This paper will be published in the proceedings of the Semantic Web Kick-off Seminar in Finland Nov 2, 2001 which is part of the Semantic Web in Finland effort

Annotea: Applying Semantic Web Technologies to Annotations

Marja-Riitta Koivunen
marja@w3.org
World Wide Web Consortium
MIT Laboratory for Computer Science

ABSTRACT

Annotea is a shared annotation system in the Web that uses the Semantic Web technologies. It is built on top of a general-purpose open RDF infrastructure and it models annotations as RDF metadata. Annotations can be attached to any XML-based document, such as XHTML and SVG document, or to annotations themselves, without having to modify the original documents. The annotations are shared by storing them to annotation servers which can be queried by a community of users who retrieve the annotations by using annotation capable clients, such as the W3C Amaya editor/browser.

Unlike other Web annotation systems, Annotea is completely open and is built on top of standard W3C technologies. We use RDF to model the annotations, XPointer and XPath to attach annotations to documents, and HTTP for all the data exchange between client and servers.

The Annotea annotation model can be easily extended to support other similar collaborative applications that share metadata about Web pages. Some of these scenarios are described here.

Keywords: Semantic Web, annotation infrastructure, metadata, collaboration scenarios

1 INTRODUCTION

Users of the World Wide Web collaborate by sharing content through Web pages. This kind of collaboration is limited as readers can seldom write back to the pages to share annotations, such as comments or questions, even when they are members of a closed collaborative group. Instead, much effort is spent on forming and trying to understand different e-mail conventions for commenting or annotating Web documents.

Annotea [Annotea 2001] uses Semantic Web technologies to create annotations that can support very rich communications about the Web pages without requiring write access to the annotated page. A user can attach an annotation to a Web page for a collaborator who sees the annotation when he or she retrieves the same Web page (see Figure 1) as long as they share the same annotation server.

user annotates page - another user sees it

Figure 1: A user shares a comment with another user by annotating a Web page.

Annotea annotations are metadata about the Web pages or parts of Web pages. They use metadata vocabularies grounded in semantically rich ontologies that are themselves published in the Web. This metadata infrastructure opens many possibilities that can be extended beyond the basic annotation capabilities [KCAP 2001].

Section 2 in this paper describes a simple scenario showing how annotations can support collaboration and then broadens the scope of the annotations in a couple of additional scenarios. Section 3 explains the basic Annotea metadata infrastructure in more detail, and then explains the features that are needed to support the additional scenarios in Section 2.

2 SCENARIOS

The following subsections describe three annotation scenarios.

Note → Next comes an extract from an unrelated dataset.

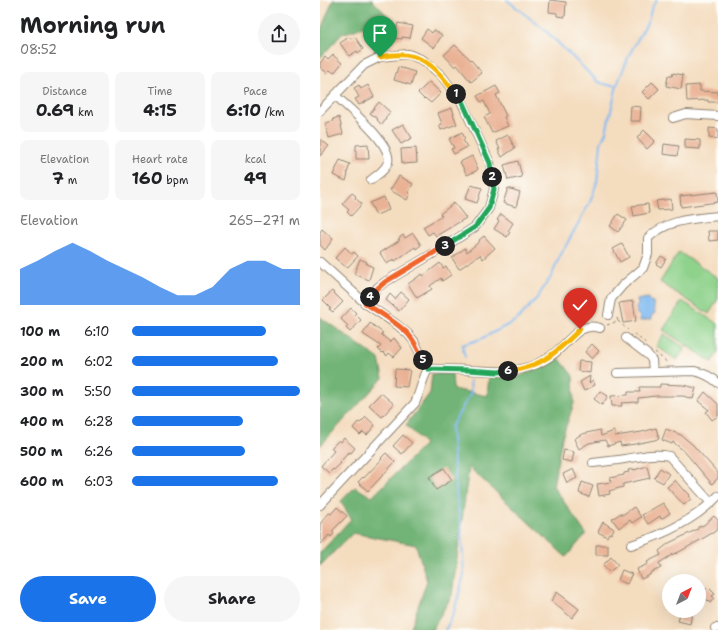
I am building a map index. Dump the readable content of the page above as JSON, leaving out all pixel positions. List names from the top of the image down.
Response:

The first scenario explains the use of annotations for basic collaboration, the second one shows an interpretation of shared bookmarks as annotations, and the last scenario examines the use of annotations for communicating evaluation results. Currently, Annotea offers implementations for the annotations and replies discussed in the basic collaboration scenario; the other scenarios describe possible extensions.

2.1 Scenario: Using Annotations for Collaboration

A group of remote education students are writing a report on the communication of whales. They collaborate by using the Web to publish new material, to search and share hypertext links to references and to annotate the material they uncover. By using annotations to conduct their commentary on their reading, the group avoids contention for write access to a single shared document and potential loss of data from conflicting updates.

The group uses an annotation (metadata) server dedicated to this seminar to store their annotations. Only users subscribing to the seminar annotation server can see the annotations. Figure 2 presents one of the annotations made by the group. It is presented to other students with a pencil icon, which can be opened to an annotation window containing the content of the annotation.

the pencil icon marks an annotation, it can be opened to a window to see the content

Figure 2: A selected annotation is opened in an annotation window.

As the students read the reference papers they find from the Web, they mark each paper as interesting or uninteresting by attaching annotations to it. They use annotations also to mark or question unclear text, point out interesting perspectives, add keywords or categories, and share other general comments with each other.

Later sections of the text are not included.